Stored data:
--- START ---

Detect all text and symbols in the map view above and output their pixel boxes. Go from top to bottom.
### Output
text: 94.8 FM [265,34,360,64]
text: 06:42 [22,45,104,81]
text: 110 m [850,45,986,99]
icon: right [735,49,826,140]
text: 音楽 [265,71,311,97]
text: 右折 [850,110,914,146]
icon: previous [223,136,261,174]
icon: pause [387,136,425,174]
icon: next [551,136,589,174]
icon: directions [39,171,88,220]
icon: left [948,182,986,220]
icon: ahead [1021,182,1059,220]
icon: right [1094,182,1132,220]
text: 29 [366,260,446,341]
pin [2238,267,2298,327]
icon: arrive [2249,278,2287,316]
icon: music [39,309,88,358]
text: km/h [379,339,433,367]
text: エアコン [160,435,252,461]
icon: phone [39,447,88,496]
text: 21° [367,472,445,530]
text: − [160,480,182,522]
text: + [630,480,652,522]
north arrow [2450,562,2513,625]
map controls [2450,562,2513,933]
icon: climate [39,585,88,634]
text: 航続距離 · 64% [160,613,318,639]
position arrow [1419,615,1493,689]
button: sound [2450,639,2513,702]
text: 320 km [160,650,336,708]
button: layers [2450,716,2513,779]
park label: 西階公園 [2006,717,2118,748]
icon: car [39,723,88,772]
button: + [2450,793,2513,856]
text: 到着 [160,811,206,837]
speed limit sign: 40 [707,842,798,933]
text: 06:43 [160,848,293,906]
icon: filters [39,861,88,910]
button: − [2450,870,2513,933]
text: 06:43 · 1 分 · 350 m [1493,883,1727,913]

--- END ---

-- What needs to be done --
Each line in the data that holds the word "arrow" must be copied.

-- Task output --
north arrow [2450,562,2513,625]
position arrow [1419,615,1493,689]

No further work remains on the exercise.